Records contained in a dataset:
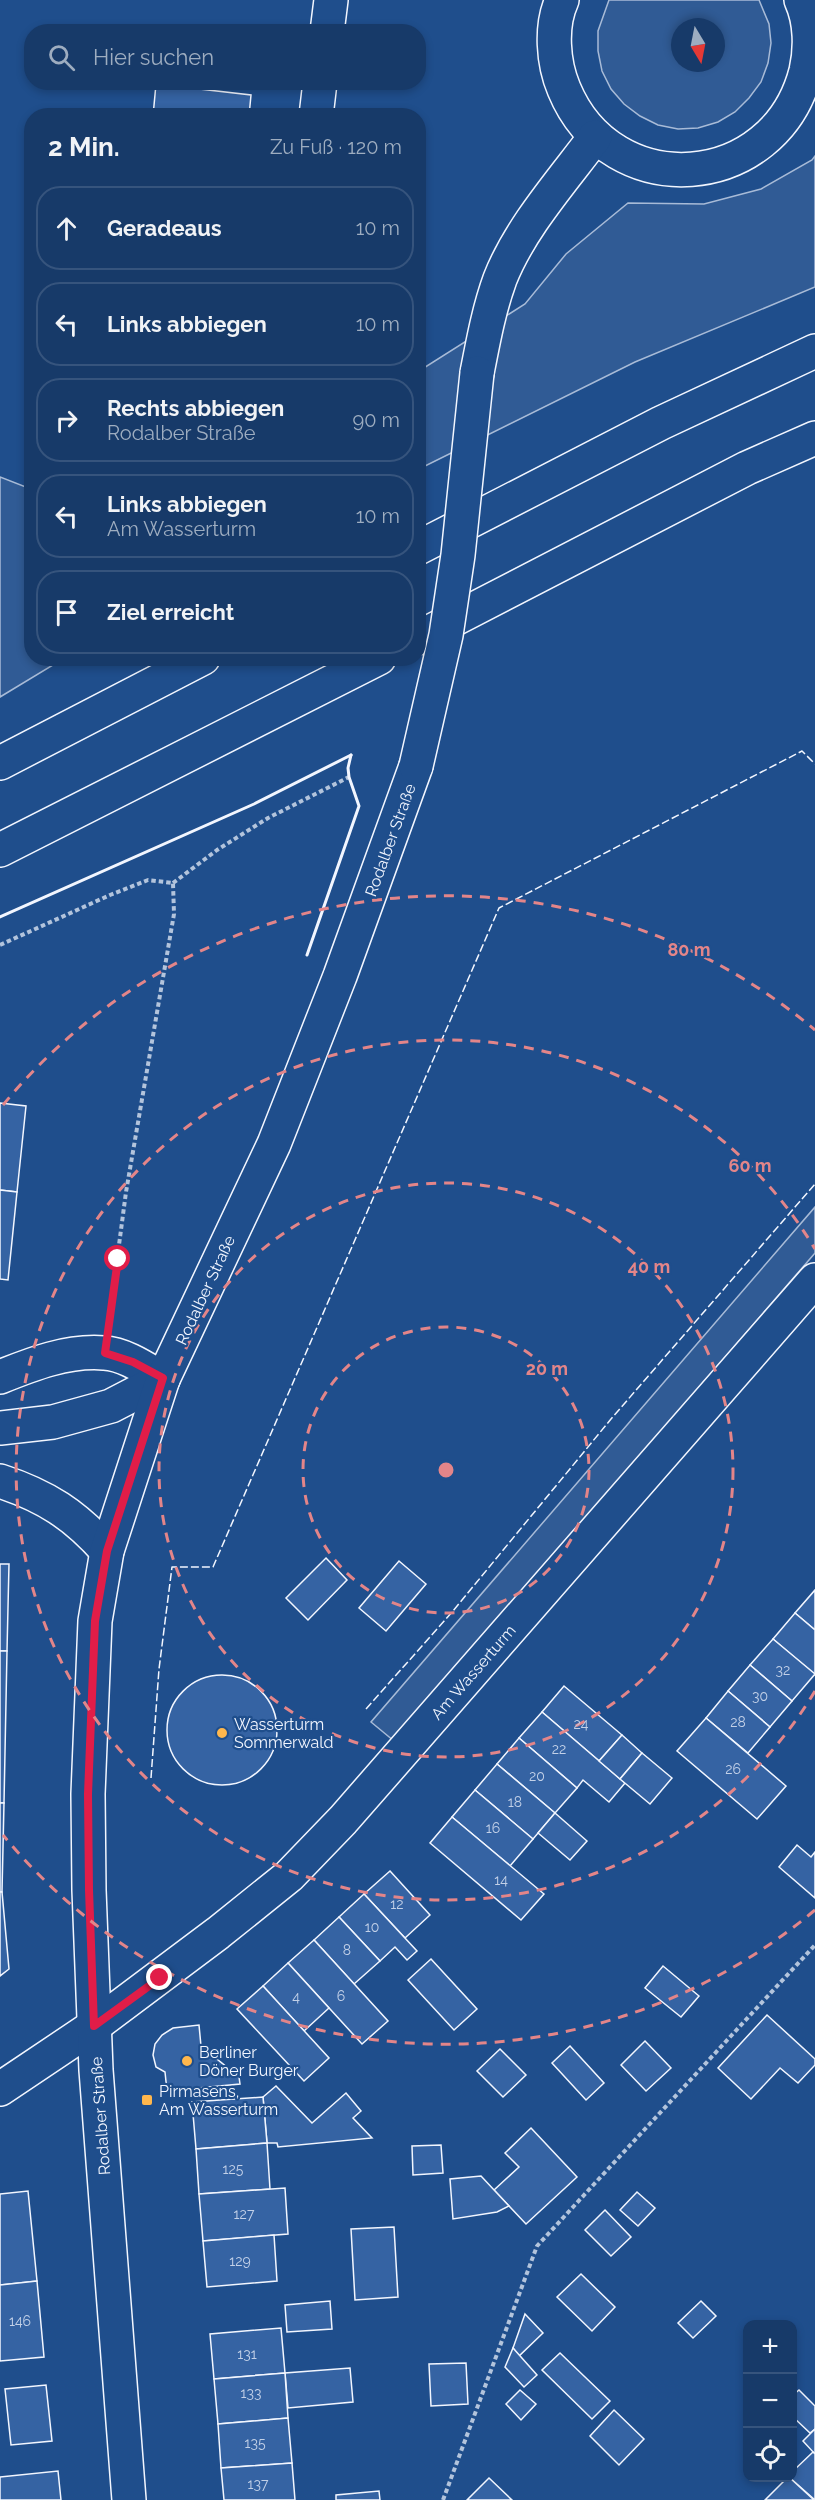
<!DOCTYPE html>
<html lang="de">
<meta charset="utf-8">
<style>
body{margin:0;font-family:Raleway,sans-serif;background:#244571;color:#f1f3f6}
.controls{position:absolute;right:18px;bottom:18px;display:grid;overflow:hidden;border-radius:12px;box-shadow:0 3px 9px #0003}
.controls button{width:54px;height:54px;display:grid;place-items:center;padding:0;border:0;border-bottom:2px solid #36547d;background:#173a69;color:#f1f3f6;font:30px sans-serif}
.compass{position:absolute;left:671px;top:18px;width:54px;height:54px;border-radius:50%;background:#173a69;box-shadow:0 3px 9px #0003;rotate:170deg}
.stop{position:absolute;width:18px;height:18px;margin:-14px;border:4px solid #e11d48;border-radius:50%;background:#fff}
.stop.end{background:#e11d48;border-color:#fff;box-shadow:0 2px 6px #0008}
.list{margin:0;padding:0;list-style:none}
h2{display:flex;justify-content:space-between;align-items:center;height:78px;margin:0;padding:0 24px;font-size:26px}
h2 small{font-size:20px;font-weight:400;color:#9eadc0}
.list li{display:grid;grid-template-columns:39px 1fr auto;gap:18px;align-items:center;box-sizing:border-box;height:84px;margin:0 12px 12px;padding:0 12px;border:2px solid #36547d;border-radius:24px}
.list b{display:block;font-size:22px;white-space:nowrap}
.list p{margin:0;font-size:20px;white-space:nowrap;color:#9eadc0}
.list em{font-size:20px;font-style:normal;color:#9eadc0}
.icon{flex:none;width:33px;height:33px;fill:none;stroke:currentColor;stroke-width:2;stroke-linecap:round;stroke-linejoin:round}
.map{position:relative;flex:none;width:815px;height:2500px;overflow:hidden}
.search{position:absolute;background:#173a69;box-shadow:0 3px 9px #0003;left:24px;top:24px;width:402px;height:66px;display:flex;align-items:center;gap:15px;box-sizing:border-box;padding:0 21px;border-radius:24px;color:#9eadc0;font-size:22px}
.panel{position:absolute;background:#173a69;box-shadow:0 3px 9px #0003;left:24px;top:108px;width:402px;height:558px;border-radius:24px}
.map>svg:first-child{display:block}
.built{fill:#305b95;stroke:#a8bbd7;stroke-width:1.5;fill-rule:evenodd}
.building{fill:#3563a3;stroke:#f2f6ff;stroke-width:1.5}
.lines{fill:none;stroke-linecap:round;stroke-linejoin:round}
.street-casing{stroke:#f2f6ff;stroke-width:36}
.secondary-casing{stroke:#f2f6ff;stroke-width:36}
.highway-casing{stroke:#f2f6ff;stroke-width:36}
.path{stroke:#b3c4dc;stroke-width:4;stroke-dasharray:4.5 3;stroke-linecap:butt}
.street{stroke:#1f4e8c;stroke-width:33}
.secondary{stroke:#1f4e8c;stroke-width:33}
.highway{stroke:#1f4e8c;stroke-width:33}
.secondary-bridge-casing{stroke:#f2f6ff;stroke-width:36;stroke-linecap:butt}
.secondary-bridge{stroke:#1f4e8c;stroke-width:33}
.fence{stroke:#f2f6ff;stroke-width:1.5;stroke-dasharray:8 3;stroke-linecap:butt}
.wall{stroke:#f2f6ff;stroke-width:3}
.route{stroke:#e11d48;stroke-width:8}
.ring{fill:none;stroke:#e38589;stroke-width:3;stroke-dasharray:10 8}
.poi-dot{fill:#ffb74d;stroke:#1f4e8c;stroke-width:2}
.labels{text-anchor:middle;stroke-width:4.5;stroke-linejoin:round;paint-order:stroke}
.number-label{font-size:14px;fill:#c3d1e8}
.street-label{font-size:16px;fill:#f2f6ff;stroke:#1f4e8c}
.poi-label{font-size:16px;fill:#f2f6ff;stroke:#1f4e8c;text-anchor:start}
.centre{fill:#e38589;stroke:#1f4e8c;stroke-width:3}
.ring-label{font-size:18px;text-anchor:middle;font-weight:bold;fill:#e38589;stroke:#1f4e8c;stroke-width:4.5;stroke-linejoin:round;paint-order:stroke}
</style>
<div class="map">
<svg width="815" height="2500" viewBox="0 0 815 2500">
<rect width="100%" height="100%" fill="#1f4e8c"/>
<g class="built">
<path d="M609,0H759L769,24L771,43L768,63L761,82L749,98L735,112L718,122L698,128L678,129L658,125L640,116L624,104L611,89L602,71L598,51V31ZM680,27H716V63H680Z"/>
<path d="M815,156V287L635,362L419,469V371L525,304L566,254L628,203L704,204L761,189L812,160Z"/>
<path d="M0,477L31,489L32,658L63,659L0,697Z"/>
<path d="M815,1207V1253L394,1741L371,1722Z"/>
</g>
<g class="building">
<path d="M156,84L251,95L249,116H153Z"/>
<path d="M0,1103L26,1106L17,1192L0,1190Z"/>
<path d="M0,1190L17,1192L8,1280L0,1279Z"/>
<path d="M326,1558L347,1580L308,1620L286,1598Z"/>
<path d="M399,1561L426,1584L386,1631L359,1608Z"/>
<path d="M0,1564H9L7,1651H0Z"/>
<path d="M815,1590V1630L795,1613Z"/>
<path d="M795,1613L815,1630V1675L773,1639Z"/>
<path d="M773,1639L815,1674L792,1701L750,1665Z"/>
<path d="M0,1651H7L4,1803H0Z"/>
<path d="M750,1665L792,1701L770,1727L728,1691Z"/>
<circle cx="222" cy="1730" r="55"/>
<path d="M564,1686L622,1735L599,1761L542,1712Z"/>
<path d="M728,1691L770,1727L748,1753L706,1718Z"/>
<path d="M542,1712L625,1783L609,1802L583,1780L577,1788L519,1738Z"/>
<path d="M706,1718L786,1786L757,1819L677,1751Z"/>
<path d="M622,1735L642,1753L620,1779L599,1761Z"/>
<path d="M519,1738L577,1788L555,1813L497,1764Z"/>
<path d="M642,1753L672,1778L650,1804L620,1779Z"/>
<path d="M497,1764L555,1813L533,1839L475,1790Z"/>
<path d="M475,1790L533,1839L510,1866L452,1817Z"/>
<path d="M0,1803H4L2,1892H0Z"/>
<path d="M555,1813L587,1841L570,1860L538,1833Z"/>
<path d="M452,1817L544,1894L521,1920L430,1843Z"/>
<path d="M797,1845L811,1857L815,1852V1898L779,1867Z"/>
<path d="M390,1871L430,1915L405,1938L364,1894Z"/>
<path d="M0,1892H2L9,1969L0,1976Z"/>
<path d="M364,1894L417,1951L407,1960L395,1947L380,1961L339,1917Z"/>
<path d="M339,1917L380,1961L354,1984L314,1940Z"/>
<path d="M314,1940L388,2021L362,2044L288,1963Z"/>
<path d="M431,1959L477,2009L454,2030L408,1980Z"/>
<path d="M288,1963L329,2008L304,2031L263,1986Z"/>
<path d="M663,1966L699,1996L681,2017L645,1988Z"/>
<path d="M263,1986L329,2058L304,2081L237,2009Z"/>
<path d="M767,2015L815,2059V2065L798,2083L780,2068L751,2099L718,2068Z"/>
<path d="M199,2025L201,2046L239,2077L240,2084L167,2091L165,2072L156,2067L153,2055L155,2044L162,2035L173,2028Z"/>
<path d="M645,2041L671,2068L646,2091L621,2065Z"/>
<path d="M570,2046L604,2083L586,2100L552,2063Z"/>
<path d="M500,2049L526,2075L503,2097L477,2071Z"/>
<path d="M276,2086L312,2123L346,2093L361,2111L353,2118L372,2138L278,2147L277,2143H267L263,2097Z"/>
<path d="M263,2097L267,2143L196,2149L192,2102Z"/>
<path d="M531,2128L577,2177L526,2224L494,2190L519,2167L505,2153Z"/>
<path d="M267,2143L270,2189L199,2194L196,2149Z"/>
<path d="M441,2145L443,2173L413,2175L412,2146Z"/>
<path d="M481,2176L509,2206L497,2212L453,2219L450,2179Z"/>
<path d="M285,2188L288,2234L203,2241L199,2194Z"/>
<path d="M28,2191L37,2281L0,2285V2194Z"/>
<path d="M637,2192L655,2208L638,2226L620,2210Z"/>
<path d="M605,2210L631,2237L611,2256L585,2230Z"/>
<path d="M394,2227L398,2297L355,2300L351,2229Z"/>
<path d="M274,2235L277,2281L207,2287L203,2241Z"/>
<path d="M581,2274L615,2307L592,2331L557,2297Z"/>
<path d="M37,2281L44,2357L0,2361V2285Z"/>
<path d="M330,2301L332,2329L287,2332L285,2305Z"/>
<path d="M701,2301L716,2316L693,2338L678,2323Z"/>
<path d="M525,2314L543,2333L519,2356L513,2348Z"/>
<path d="M281,2328L285,2373L214,2379L210,2334Z"/>
<path d="M513,2348L537,2375L524,2387L505,2367Z"/>
<path d="M560,2353L610,2401L592,2419L542,2370Z"/>
<path d="M466,2363L468,2404L431,2406L429,2364Z"/>
<path d="M350,2368L353,2402L288,2408L285,2373Z"/>
<path d="M285,2373L288,2418L218,2424L214,2379Z"/>
<path d="M46,2385L52,2441L11,2445L5,2389Z"/>
<path d="M520,2390L536,2404L521,2420L506,2404Z"/>
<path d="M799,2390L815,2406V2429L810,2433L792,2416V2396Z"/>
<path d="M614,2410L644,2439L619,2465L590,2436Z"/>
<path d="M288,2418L292,2463L221,2468L218,2424Z"/>
<path d="M815,2429V2454L803,2441Z"/>
<path d="M813,2452L815,2454V2500L790,2478H792V2472Z"/>
<path d="M292,2463L295,2500H224L221,2468Z"/>
<path d="M58,2471L61,2500H0V2477Z"/>
<path d="M489,2478L512,2500H467Z"/>
<path d="M787,2478H790L814,2500H765Z"/>
<path d="M379,2491L380,2500H336V2495Z"/>
</g>
<g class="lines">
<defs>
<g id="street">
<path d="M327,32L331,0"/>
<path d="M316,116L320,82"/>
<path d="M0,1377C32,1364 68,1350 104,1353C125,1354 146,1369 163,1379"/>
<path d="M0,1428L53,1422L111,1406L163,1379"/>
<path d="M0,1481C46,1496 75,1515 107,1551"/>
<path d="M0,2089L94,2026L218,1933L289,1876L343,1820L815,1280"/>
</g>
<g id="secondary">
<path d="M562,0C550,26 553,63 564,89C612,205 775,193 806,71C811,49 811,22 801,0"/>
<path d="M477,373C483,342 489,309 500,279C520,228 562,181 595,137"/>
<path d="M129,2500L96,2070L89,1890L88,1794L95,1621L107,1551L163,1379L274,1144L340,976L416,766"/>
</g>
<g id="highway">
<path d="M418,548L661,423L815,351"/>
<path d="M418,638L747,468L815,438"/>
<path d="M0,763L203,658"/>
<path d="M0,850L379,658"/>
</g>
</defs>
<use href="#street" class="street-casing"/>
<use href="#secondary" class="secondary-casing"/>
<use href="#highway" class="highway-casing"/>
<g class="path">
<path d="M173,883L217,850L268,818L349,777"/>
<path d="M0,945L110,895L148,880L173,883L174,914L126,1192L110,1313"/>
<path d="M443,2500L537,2246L815,1945"/>
</g>
<use href="#street" class="street"/>
<use href="#secondary" class="secondary"/>
<use href="#highway" class="highway"/>
<defs>
<path id="secondary-bridge" d="M416,766L446,635L458,555L477,373"/>
</defs>
<use href="#secondary-bridge" class="secondary-bridge-casing"/>
<use href="#secondary-bridge" class="secondary-bridge"/>
<g class="fence">
<path d="M366,1709L453,1611L611,1419L815,1184"/>
<path d="M151,1778L159,1669L172,1567H213L499,908L802,751L815,764"/>
</g>
<g class="wall">
<path d="M0,917L254,804L351,755"/>
<path d="M307,955L359,806L349,777L348,768L351,755"/>
</g>
</g>
<g class="lines">
<path class="route" d="M118,1259L105,1353L133,1362L163,1378L107,1551L95,1621L88,1794L89,1890L94,2026L160,1978"/>
</g>
<g class="ring">
<circle cx="446" cy="1470" r="143"/>
<circle cx="446" cy="1470" r="287"/>
<path d="M815 1691A430 430 0 1 1 815 1249"/>
<path d="M815 1910A574 574 0 0 1 3 1835M3 1105A574 574 0 0 1 815 1030"/>
</g>
<g class="poi-dot">
<circle cx="222" cy="1733" r="6"/>
<circle cx="187" cy="2061" r="6"/>
<rect x="141" y="2094" width="12" height="12" rx="3"/>
</g>
<g class="labels">
<g class="number-label">
<text x="783" y="1675">32</text>
<text x="760" y="1701">30</text>
<text x="738" y="1727">28</text>
<text x="581" y="1729">24</text>
<text x="559" y="1754">22</text>
<text x="733" y="1774">26</text>
<text x="537" y="1781">20</text>
<text x="515" y="1807">18</text>
<text x="493" y="1833">16</text>
<text x="501" y="1885">14</text>
<text x="397" y="1909">12</text>
<text x="372" y="1932">10</text>
<text x="347" y="1955">8</text>
<text x="341" y="2001">6</text>
<text x="296" y="2002">4</text>
<text x="233" y="2174">125</text>
<text x="244" y="2219">127</text>
<text x="240" y="2266">129</text>
<text x="20" y="2326">146</text>
<text x="247" y="2359">131</text>
<text x="251" y="2398">133</text>
<text x="255" y="2448">135</text>
<text x="258" y="2489">137</text>
</g>
<g class="street-label">
<text transform="translate(390 840) rotate(-70)" y="6">Rodalber Straße</text>
<text transform="translate(205 1290) rotate(-65)" y="6">Rodalber Straße</text>
<text transform="translate(473 1672) rotate(-49)" y="6">Am Wasserturm</text>
<text transform="translate(100 2116) rotate(-94)" y="6">Rodalber Straße</text>
</g>
<g class="poi-label">
<text x="234" y="1730">Wasserturm<tspan x="234" dy="18">Sommerwald</tspan></text>
<text x="199" y="2058">Berliner<tspan x="199" dy="18">Döner Burger</tspan></text>
<text x="159" y="2097">Pirmasens,<tspan x="159" dy="18">Am Wasserturm</tspan></text>
</g>
</g>
<circle cx="446" cy="1470" r="9" class="centre"/>
<g class="ring-label">
<text x="689" y="956">80 m</text>
<text x="750" y="1172">60 m</text>
<text x="649" y="1273">40 m</text>
<text x="547" y="1375">20 m</text>
</g>
</svg>
<div class="controls">
<button>+</button>
<button>−</button>
<button><svg class="icon" aria-label="locate" viewBox="0 0 24 24"><circle cx="12" cy="12" r="6"/><path d="M12 2v4M12 18v4M2 12h4M18 12h4"/></svg></button>
</div>
<svg class="compass" viewBox="-18 -18 36 36"><path d="M0-13l5 13h-10z" fill="#e53935"/><path d="M0 13l5-13h-10z" fill="#9eadc0"/></svg>
<div class="stop" style="left:118px;top:1259px"></div>
<div class="stop end" style="left:160px;top:1978px"></div>
<div class="search"><svg class="icon" aria-label="search" viewBox="0 0 24 24"><circle cx="10" cy="10" r="6"/><path d="M15 15l6 6"/></svg>Hier suchen</div>
<section class="panel">
<h2>2 Min.<small>Zu Fuß · 120 m</small></h2>
<ul class="list">
<li><svg class="icon" aria-label="ahead" viewBox="0 0 24 24"><path d="M12 20V5M6 11l6-6 6 6"/></svg><div><b>Geradeaus</b></div><em>10 m</em></li>
<li><svg class="icon" aria-label="left" viewBox="0 0 24 24"><path d="M17 20v-9H6M10 6l-5 5 5 5"/></svg><div><b>Links abbiegen</b></div><em>10 m</em></li>
<li><svg class="icon" aria-label="right" viewBox="0 0 24 24"><path d="M7 20v-9h11M14 6l5 5-5 5"/></svg><div><b>Rechts abbiegen</b><p>Rodalber Straße</p></div><em>90 m</em></li>
<li><svg class="icon" aria-label="left" viewBox="0 0 24 24"><path d="M17 20v-9H6M10 6l-5 5 5 5"/></svg><div><b>Links abbiegen</b><p>Am Wasserturm</p></div><em>10 m</em></li>
<li><svg class="icon" aria-label="arrive" viewBox="0 0 24 24"><path d="M6 21V4h12l-3 4 3 4H6"/></svg><div><b>Ziel erreicht</b></div></li>
</ul>
</section>
</div>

Activity - Wherever "nowrap" occurs in the records above, copy the line it sits in.

Written response -
.list b{display:block;font-size:22px;white-space:nowrap}
.list p{margin:0;font-size:20px;white-space:nowrap;color:#9eadc0}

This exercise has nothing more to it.